In fact there are only four traditional Japanese instruments: the shinobue, shakuhachi, koto and the biwa. the main purpose was to have within each group a rich, substantial and balanced palette of sound colors in all registers, from low to high. The solo violin is the only modern instrument. It has a broader sound than the baroque violins which give it its cue. It develops an expressive and melodic part, the style of which is often incantatory.
About the title
The contemplation of nature is an act full of mystery, isn’t it? A landscape can be considered immutable if it refers to "human time" (cf Messiaen). It is characterized by shapes, colors and contrasts. But if we can see it, it is thanks to the light, which, constantly changing, modifies the perception. Sometimes it is also subject to the violence of the elements, which can temporarily distort its forms. So what is the truth? Perhaps the painter Wang, whose story is related by Marguerite Yourcenar, was able to discover the secret of a landscape!
About the form
From the first measures, different sounds repeat and join each other, different gestures give birth to motives that emerge gradually, creating their identity and becoming recognizable, either by their contours or by their rhythmic pace. These elements can be recognized all through the work although constantly mutating : they provide a structure.

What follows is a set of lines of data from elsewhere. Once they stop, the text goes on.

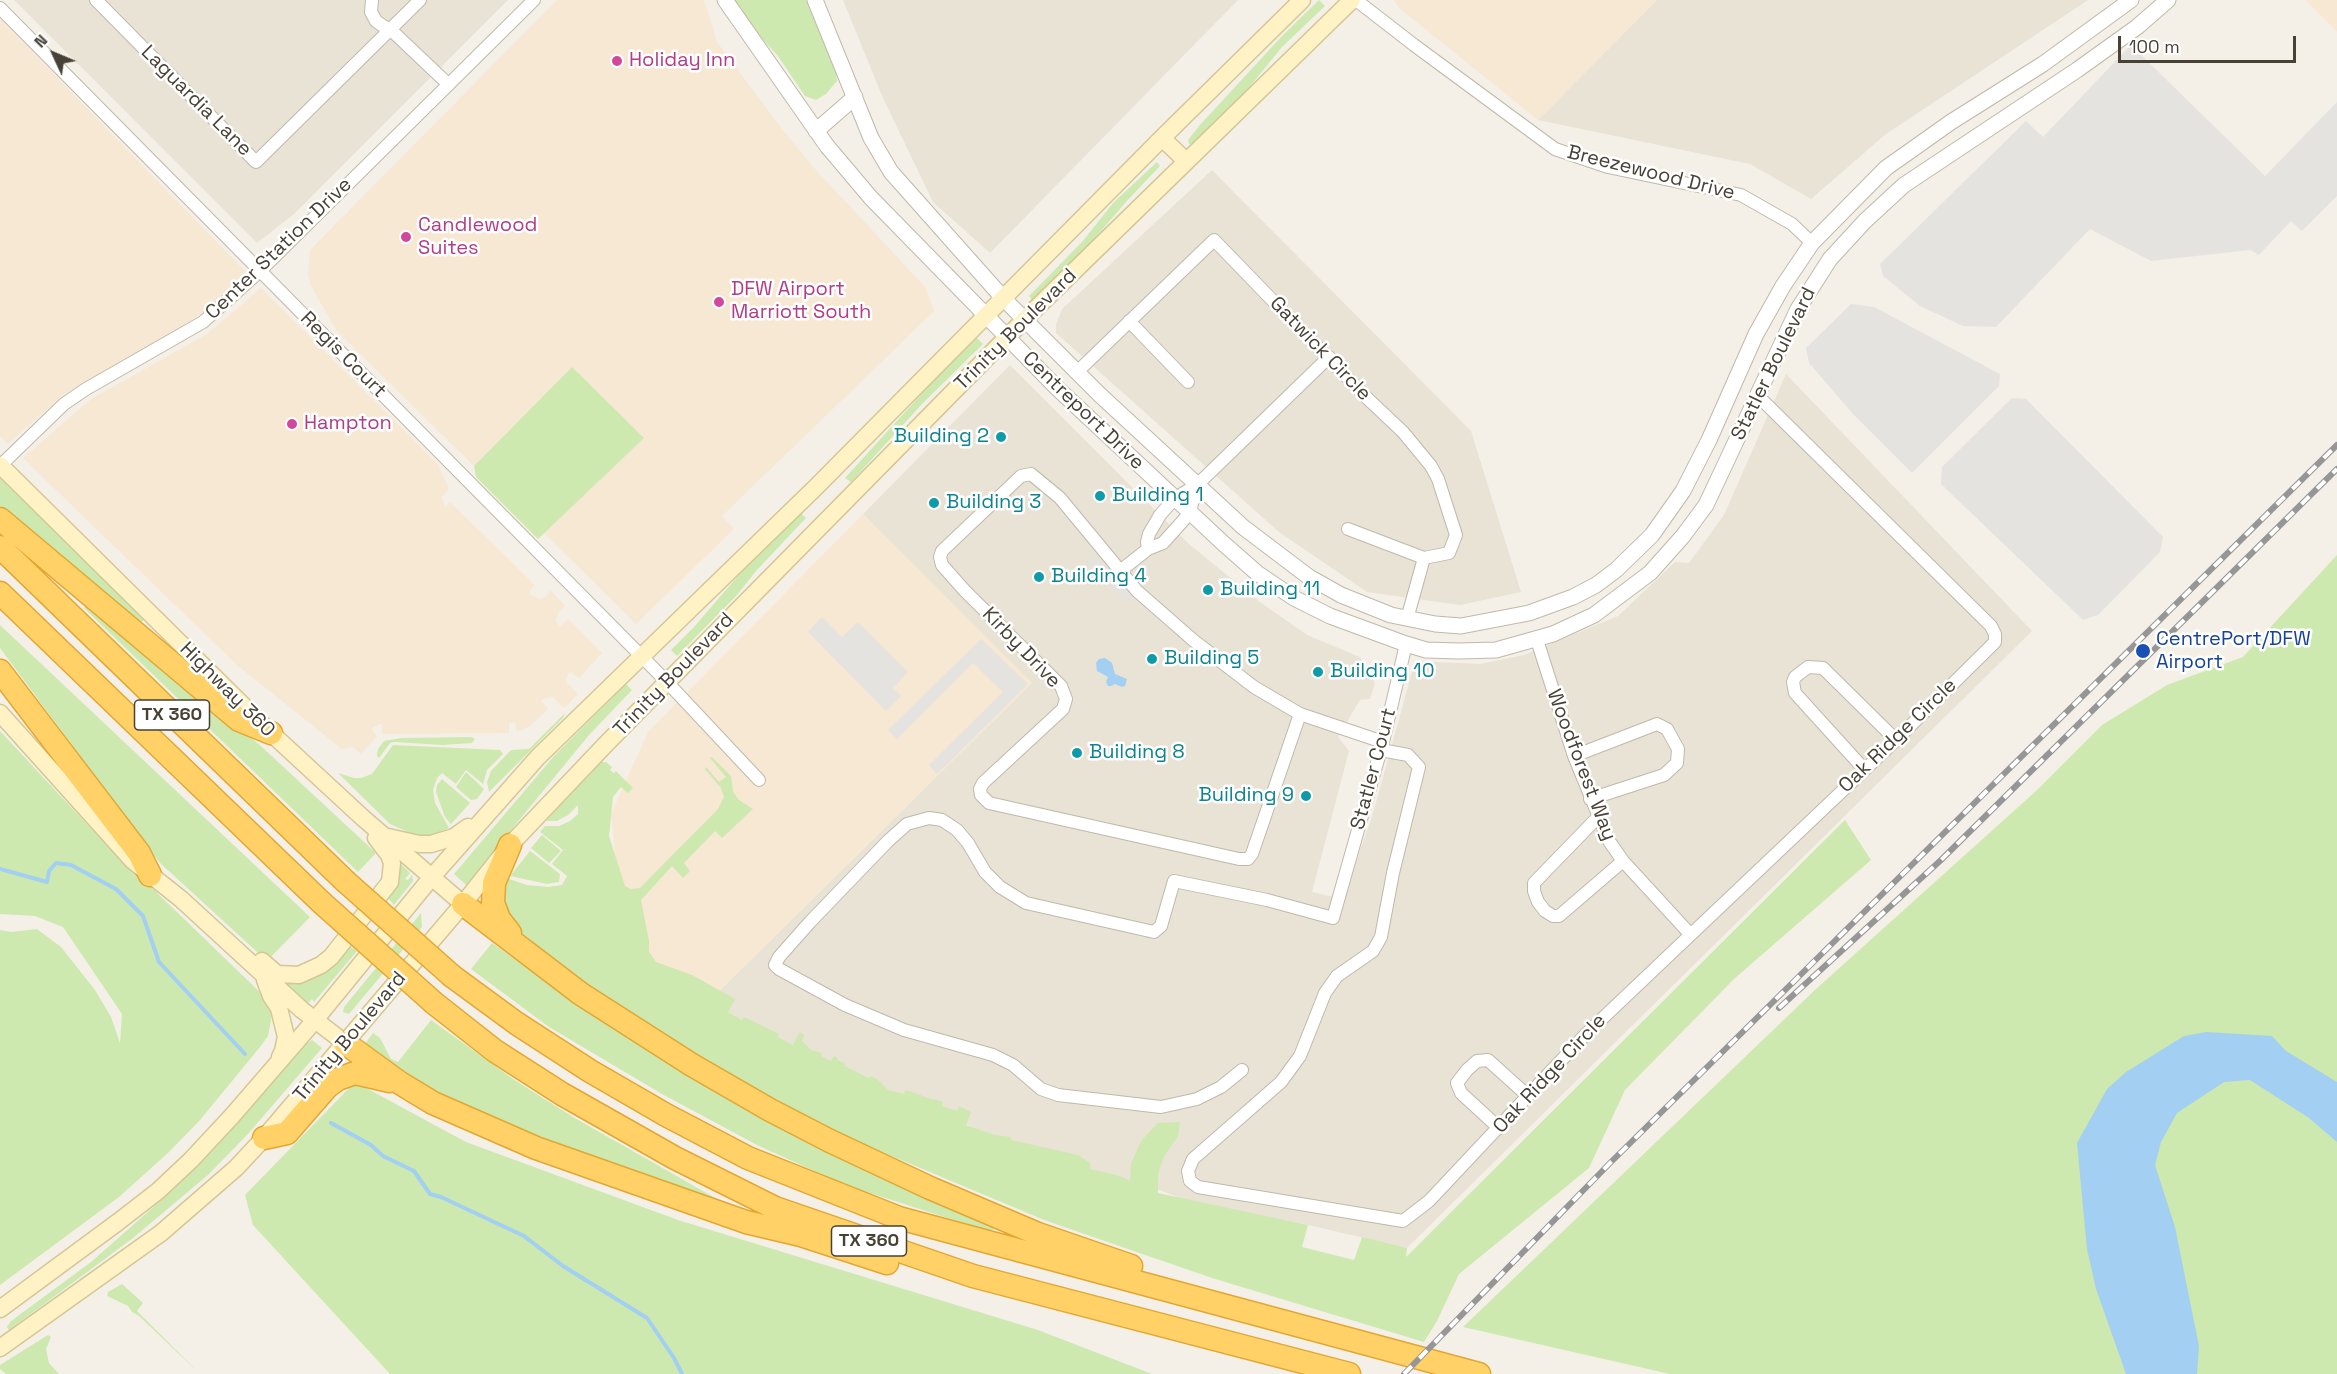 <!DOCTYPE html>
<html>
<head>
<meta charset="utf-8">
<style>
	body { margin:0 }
	#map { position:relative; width:2337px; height:1374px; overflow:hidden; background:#f4f0e7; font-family:"Space Grotesk",sans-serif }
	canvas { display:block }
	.north { position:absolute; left:24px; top:24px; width:60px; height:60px; -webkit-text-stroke:4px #fff; paint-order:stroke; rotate:314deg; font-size:16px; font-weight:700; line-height:24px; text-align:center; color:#474136 }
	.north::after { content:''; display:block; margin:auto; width:21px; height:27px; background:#474136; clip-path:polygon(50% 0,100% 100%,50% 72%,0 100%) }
	.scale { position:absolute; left:2118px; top:36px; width:178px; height:27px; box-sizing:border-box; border:3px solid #474136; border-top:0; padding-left:8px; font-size:18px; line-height:21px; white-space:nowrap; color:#474136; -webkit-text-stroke:4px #fff; paint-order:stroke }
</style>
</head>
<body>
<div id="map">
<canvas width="2337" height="1374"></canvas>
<div class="north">N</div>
<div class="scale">100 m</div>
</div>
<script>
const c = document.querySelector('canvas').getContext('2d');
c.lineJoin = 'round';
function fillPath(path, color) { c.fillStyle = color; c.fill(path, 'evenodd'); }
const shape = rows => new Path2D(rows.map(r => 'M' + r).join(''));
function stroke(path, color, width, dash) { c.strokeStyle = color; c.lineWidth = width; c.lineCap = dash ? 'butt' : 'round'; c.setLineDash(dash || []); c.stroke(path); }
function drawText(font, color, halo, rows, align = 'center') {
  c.font = font + ' "Space Grotesk",sans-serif'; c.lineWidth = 5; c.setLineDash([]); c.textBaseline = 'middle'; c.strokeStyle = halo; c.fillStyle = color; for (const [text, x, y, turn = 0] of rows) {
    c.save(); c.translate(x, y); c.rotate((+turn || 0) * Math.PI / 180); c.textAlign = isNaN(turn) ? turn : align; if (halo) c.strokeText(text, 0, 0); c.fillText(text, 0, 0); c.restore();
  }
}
fillPath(shape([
	[14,0,508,0,294,214,257,243],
	[843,0,1238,0,990,253,933,202,883,98],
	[1657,0,2088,0,1886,134,1811,199,1750,164,1538,120],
	[1212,170,1471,431,1521,592,1460,605,1367,592,1279,532,1056,333,1056,324,1062,309],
	[1010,365,1189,544,1260,602,1307,635,1360,657,1375,683,1370,699,1360,700,1338,737,1349,751,1312,892,1342,899,1372,817,1415,661,1480,664,1524,655,1618,616,1675,562,1689,563,1724,515,1786,374,2032,631,1407,1248,1300,1223,1203,1206,1142,1184,1096,1180,700,1010,1031,683,863,514]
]), '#e8e3d5');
fillPath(shape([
	[557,0,704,0,717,42,782,129,816,170,926,288,934,311,722,516,734,529,636,624,543,532,643,438,572,367,474,466,336,330,310,284,308,273,310,250],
	[1394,0,1657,0,1538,120,1399,8],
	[2305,0,2337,0,2337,32],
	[0,19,246,272,206,310,174,332,65,393,8,444,0,436],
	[261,288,438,464,449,489,442,497,445,507,450,502,534,584,529,594,540,599,547,596,550,590,565,605,559,612,556,621,560,627,568,619,602,653,579,678,570,672,566,679,567,683,578,694,564,708,553,697,545,698,541,700,548,709,530,726,517,732,515,722,509,723,509,733,382,734,382,724,379,724,371,729,377,736,361,754,353,747,342,749,237,665,23,458,90,400,207,334],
	[863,514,1032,683,700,1010,650,987,618,885,611,814,648,732]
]), '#f6e8d2');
fillPath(shape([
	[732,0,806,0,835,68,837,81,826,94,816,100,805,96,778,56,754,30],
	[1319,0,1325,6,1282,47,1242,96,1193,144,1189,144,1188,140,1199,126,1283,35],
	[1157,162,1160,166,1125,203,1071,266,1033,301,1029,296,1082,242,1113,203],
	[977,338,983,344,922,404,851,482,845,478,937,377],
	[572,367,644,438,538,539,476,477,474,466],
	[0,478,145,618,141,623,0,506],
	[800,512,806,518,756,571,737,595,677,656,671,650,694,627,756,555],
	[2337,555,2337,1374,1670,1374,1463,1327,1816,989,2036,791,2102,725,2167,685,2243,657],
	[89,604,262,747,376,853,358,872,84,608],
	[0,625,310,917,267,961,160,863,0,648],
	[626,684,632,690,589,735,466,885,454,874,554,756],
	[565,713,563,718,489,792,487,782,491,771,511,750,529,749],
	[0,731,96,834,267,999,272,1015,268,1036,260,1047,200,1120,169,1152,119,1197,0,1285,0,930,12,932,37,929,61,947,95,990,111,1017,120,1043,122,1014,63,927,35,916,0,914],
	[471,737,475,739,472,743,443,745,394,742,390,743,379,758,377,756,378,749,384,741,401,738],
	[393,745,500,750,503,754,487,770,483,784,466,770,456,784,442,773,437,778,433,790,435,803,449,828,430,836,415,835,390,824,338,773,354,778,361,778,372,774],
	[712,757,731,776,733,792,739,800,753,809,722,838,715,831,684,863,690,871,683,878,672,866,641,900,649,941,649,952,656,962,692,975,735,999,728,1012,729,1013,742,1020,744,1017,779,1034,778,1037,793,1045,800,1032,804,1035,802,1041,811,1050,822,1053,821,1056,831,1061,834,1056,838,1058,837,1060,845,1063,844,1066,869,1078,871,1076,877,1079,888,1090,904,1094,906,1090,934,1100,935,1099,943,1102,942,1106,957,1111,959,1106,971,1112,966,1125,995,1135,1011,1137,1011,1140,1078,1155,1090,1163,1090,1169,1120,1176,1130,1181,1131,1164,1141,1141,1158,1123,1180,1122,1178,1136,1163,1158,1158,1174,1158,1193,1308,1225,1302,1247,1354,1260,1362,1237,1407,1248,1406,1257,1845,820,1871,860,1734,979,1625,1090,1589,1168,1459,1274,1437,1321,1424,1342,1212,1278,1044,1220,861,1143,784,1107,622,1008,530,946,533,942,513,925,506,911,504,897,506,878,527,885,548,887,562,885,567,876,552,864,563,850,540,832,545,826,559,826,570,821,578,814,578,805,568,815,557,821,546,821,591,769,600,762,606,762,612,767,610,770,614,773,616,771,633,788,628,793,621,787,613,797,609,836,625,886,631,889,640,888,718,809,724,797,721,788,705,769,706,767,719,782,726,777,710,758],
	[466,772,484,789,477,799,471,800,456,787],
	[442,779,470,803,451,824,445,817,436,792,437,785],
	[542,835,561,851,549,863,531,848],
	[530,851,560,874,559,882,547,884,510,876],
	[398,861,410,873,405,879,408,880,412,875,413,881,394,905,388,898,396,884],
	[421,913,422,927,349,1014,343,1012,344,1007],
	[492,943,572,1000,988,1221,996,1229,988,1231,845,1185,757,1145,662,1094,549,1027,475,972,471,969],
	[348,945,357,951,314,1002,312,999,307,1004,285,985,288,982,303,981,324,972],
	[431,1020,513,1079,573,1117,717,1199,717,1202,678,1193,440,1099,364,1045,373,1033,380,1038,391,1059,398,1062],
	[312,1040,322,1048,248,1134,208,1175,133,1238,9,1330,7,1327,11,1321,91,1262,175,1188,213,1150,302,1047],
	[355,1082,466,1142,678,1220,1038,1330,1152,1374,390,1374,253,1225,245,1195],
	[122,1284,143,1303,137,1311,200,1374,139,1316,132,1312,128,1306,107,1296,108,1292],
	[48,1335,51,1337,46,1349,49,1363,59,1374,6,1374,0,1369,0,1365]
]), '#cde9af');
fillPath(shape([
	[2131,45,2265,176,2337,102,2337,196,2302,231,2291,221,2259,255,2250,250,2151,261,2090,229,1996,327,1963,326,1920,306,1883,276,1880,264,2026,121,2043,137],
	[1851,304,1874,307,2000,374,1999,386,1912,473,1854,415,1809,363,1806,348],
	[2012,398,2026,399,2163,537,2160,552,2098,615,2083,620,1941,484,1942,467],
	[1096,557,1105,569,1132,594,1126,601,1096,575,1088,562],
	[822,617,842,637,858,622,908,672,893,688,901,696,886,711,808,632],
	[981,639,1028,684,937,774,929,765,1003,692,973,663,897,739,888,730]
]), '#e5e3df');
fillPath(shape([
	[1105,658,1112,663,1115,674,1127,679,1125,686,1122,687,1115,684,1111,686,1108,686,1106,682,1108,677,1097,671,1096,663,1099,659],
	[2207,1032,2272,1036,2286,1051,2337,1082,2337,1142,2309,1118,2250,1080,2224,1082,2177,1113,2161,1142,2155,1165,2175,1227,2199,1346,2197,1374,2126,1374,2096,1289,2087,1249,2077,1143,2107,1089,2126,1072,2184,1036]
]), '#a2cff2');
stroke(shape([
	[0,869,47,882,49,871,56,863,71,865,116,889,143,916,159,962,245,1054],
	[331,1123,371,1145,383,1156,414,1171,430,1194,441,1197,524,1236,563,1266,647,1318,674,1358,682,1374]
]), '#a2cff2', 4);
const minor = shape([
	[96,0,256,162,420,0],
	[372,0,371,12,376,21,383,26,390,29,448,84],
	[1356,0,1414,45,1555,149,1608,167,1741,195,1792,224,1812,243],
	[0,8,667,682,759,780],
	[1129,321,1188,382],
	[1077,372,1214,240,1368,399,1403,432,1431,466,1438,479,1456,535,1449,553,1424,558],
	[0,466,64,404,86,389,203,322,260,271,534,0],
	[1348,529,1424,558],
	[1148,549,1147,542,1149,534,1160,515,1174,499,1198,484,1329,357],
	[1120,571,1148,549,1163,543,1189,514,1198,484],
	[1407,619,1424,558],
	[1537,640,1574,756,1609,841,1623,861,1690,934],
	[1300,714,1254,687,1193,640,1137,591,1060,498,1031,474,1021,476,942,551,940,557,942,565,965,591,1061,686,1066,699,1063,709,983,783,980,789,981,795,989,803,1239,859,1248,859,1252,854,1300,714,1383,742],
	[1381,750,1408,755,1419,767,1393,873,1381,937,1373,951,1337,976,1325,993,1300,1056,1281,1082,1193,1159,1188,1171,1190,1181,1198,1187,1403,1221,1429,1201,1586,1034,1896,740,1995,642,1995,634,1991,626,1757,395],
	[1574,756,1657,724,1667,729,1678,749,1677,763,1664,775,1590,799],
	[1864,769,1795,693,1793,682,1795,677,1808,667,1823,668,1896,740],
	[1598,817,1534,883,1534,891,1538,902,1545,911,1553,916,1559,916,1623,861],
	[1242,1070,1221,1087,1197,1099,1161,1107,1058,1095,1041,1089,1013,1065,993,1055,904,1030,845,1005,779,969,775,965,779,957,810,922,888,841,907,824,929,818,942,820,957,830,968,843,985,872,1000,887,1026,903,1154,932,1161,926,1174,881,1267,900,1333,918,1383,742,1406,644],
	[1499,1128,1461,1093,1457,1083,1467,1070,1477,1061,1488,1060,1528,1096]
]);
const tertiary = shape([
	[725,0,827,146,871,198,1057,388,1224,544,1257,573,1294,598,1330,616,1406,644,1426,650,1459,651,1496,650,1553,634,1594,615,1650,573,1683,536,1706,505,1798,309,1830,259,1865,221,1904,185,2077,70,2137,27,2168,0],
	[815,0,871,138,891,172,1003,298,1100,395,1243,527,1309,577,1341,595,1391,615,1435,624,1461,626,1529,613,1573,597,1596,585,1616,570,1652,535,1683,491,1709,440,1756,334,1783,286,1812,243,1886,168,1951,122,2043,64,2131,0],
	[816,131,855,97]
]);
const secondary = shape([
	[1162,138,1186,161],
	[0,465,271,733,363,818,463,904],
	[0,713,132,860,181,899,302,1010,345,1043],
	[388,837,419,844,431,844,454,837,468,827],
	[262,961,277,974,299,975,321,965,331,957,390,882,392,863,389,855,376,838],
	[265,980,271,996,279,1008,286,1037,283,1051,280,1057],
	[0,1309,118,1222,158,1191,191,1160,232,1116,315,1020,431,878,538,757,816,487,1162,138,1302,0],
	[0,1348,161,1233,236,1168,264,1138,463,904,510,845,606,744,1025,319,1352,0]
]);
const motorway = shape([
	[0,519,239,720,271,733],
	[0,547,345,881],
	[0,593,322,903],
	[0,671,139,853,150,875],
	[463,904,581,994,692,1065,770,1110,830,1141,930,1188,1038,1234,1131,1266],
	[510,933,499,919,493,903,494,883,510,845],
	[452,976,516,1023,590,1071,666,1115,748,1158,899,1218,1479,1374],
	[434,1003,495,1051,562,1094,675,1158,775,1208,973,1276,1349,1374],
	[345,1043,400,1083,433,1103,536,1148,746,1222,801,1235,887,1263],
	[264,1138,287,1133,327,1087,338,1079,355,1073,390,1081]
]);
stroke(minor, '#c0b9a9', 14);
stroke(tertiary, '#c0b9a9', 17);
stroke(secondary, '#d5c696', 19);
stroke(motorway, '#e2a733', 25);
stroke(minor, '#fff', 12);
stroke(tertiary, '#fff', 15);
stroke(secondary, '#fff3c6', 16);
stroke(motorway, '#ffd167', 22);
const rail = shape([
	[1779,1008,1941,860,2337,469],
	[1404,1374,1611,1162,2337,445]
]);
stroke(rail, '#969696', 6);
stroke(rail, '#fff', 4, [11]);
const motorwayBridge = shape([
	[345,881,452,976],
	[322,903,434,1003]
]);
stroke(motorwayBridge, '#e2a733', 25, []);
stroke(motorwayBridge, '#ffd167', 22);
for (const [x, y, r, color] of [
	[617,61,6,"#d1479c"],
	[406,237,6,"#d1479c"],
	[719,302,6,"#d1479c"],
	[292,424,6,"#d1479c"],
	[1001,437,6,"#0f9aa8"],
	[1100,496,6,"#0f9aa8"],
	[934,503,6,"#0f9aa8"],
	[1039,577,6,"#0f9aa8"],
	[1208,590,6,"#0f9aa8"],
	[2143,651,8,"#1a4fb4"],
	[1152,659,6,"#0f9aa8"],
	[1318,672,6,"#0f9aa8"],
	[1077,753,6,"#0f9aa8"],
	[1306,796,6,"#0f9aa8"]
]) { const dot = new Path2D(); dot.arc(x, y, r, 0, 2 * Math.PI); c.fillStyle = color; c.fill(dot); stroke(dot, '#fff', 2); }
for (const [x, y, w] of [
	[172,715,75],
	[869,1241,75]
]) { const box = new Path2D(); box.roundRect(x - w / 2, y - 15, w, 30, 4.5); c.fillStyle = '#fff'; c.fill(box); stroke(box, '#474136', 1.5); }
drawText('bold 18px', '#474136', null, [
	["TX 360",172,715],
	["TX 360",869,1241]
]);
drawText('20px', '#b23c85', '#fff', [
	["Holiday Inn",629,61],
	["Candlewood",418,226],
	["Suites",418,249],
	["DFW Airport",731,290],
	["Marriott South",731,313],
	["Hampton",304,424]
], 'left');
drawText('20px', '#474136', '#fff', [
	["Laguardia Lane",196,101,45],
	["Breezewood Drive",1651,173,14],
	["Center Station Drive",279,249,-44],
	["Trinity Boulevard",1016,330,-45],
	["Gatwick Circle",1320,349,46],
	["Regis Court",343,355,45],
	["Statler Boulevard",1774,364,-64],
	["Centreport Drive",1083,411,44],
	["Kirby Drive",1021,648,46],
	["Trinity Boulevard",674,675,-46],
	["Highway 360",227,690,45],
	["Oak Ridge Circle",1898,736,-44],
	["Woodforest Way",1581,765,69],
	["Statler Court",1374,769,-75],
	["Trinity Boulevard",350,1037,-50],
	["Oak Ridge Circle",1550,1074,-47]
]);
drawText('20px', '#0d838f', '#fff', [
	["Building 2",989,437,"right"],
	["Building 1",1112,496],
	["Building 3",946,503],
	["Building 4",1051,577],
	["Building 11",1220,590],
	["Building 5",1164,659],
	["Building 10",1330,672],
	["Building 8",1089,753],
	["Building 9",1294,796,"right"]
], 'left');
drawText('20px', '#164399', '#fff', [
	["CentrePort/DFW",2156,640],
	["Airport",2156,663]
], 'left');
</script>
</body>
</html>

In a dream-like logic, these patterns come and go in an apparently unpredictable and capricious way, while generating new patterns which in turn reproduce, fit into memory and progress identically.
The work comes out from a low-pitch and resonant note played by plucked strings, and ends in the highest register of the solo violin with an extinguishing tone. It develops several sections indicated by the metronomic movement: Quarter note = 56, then "piu mosso" to 63, then to 69, before returning to 56 for the final episode. However it is not a highly pulsed music. Within these sections, we note sequences. In general an upward musical gesture is a signal to transition to the next sequence.
The work is gradually evolving towards a climax. From this culmination the tension gets down fairly quickly, and gives way to a peaceful conclusion, leading to a long high-pitch B b, which recalls the insisting Bb heard in variable register at the beginning of the solo violin’s part.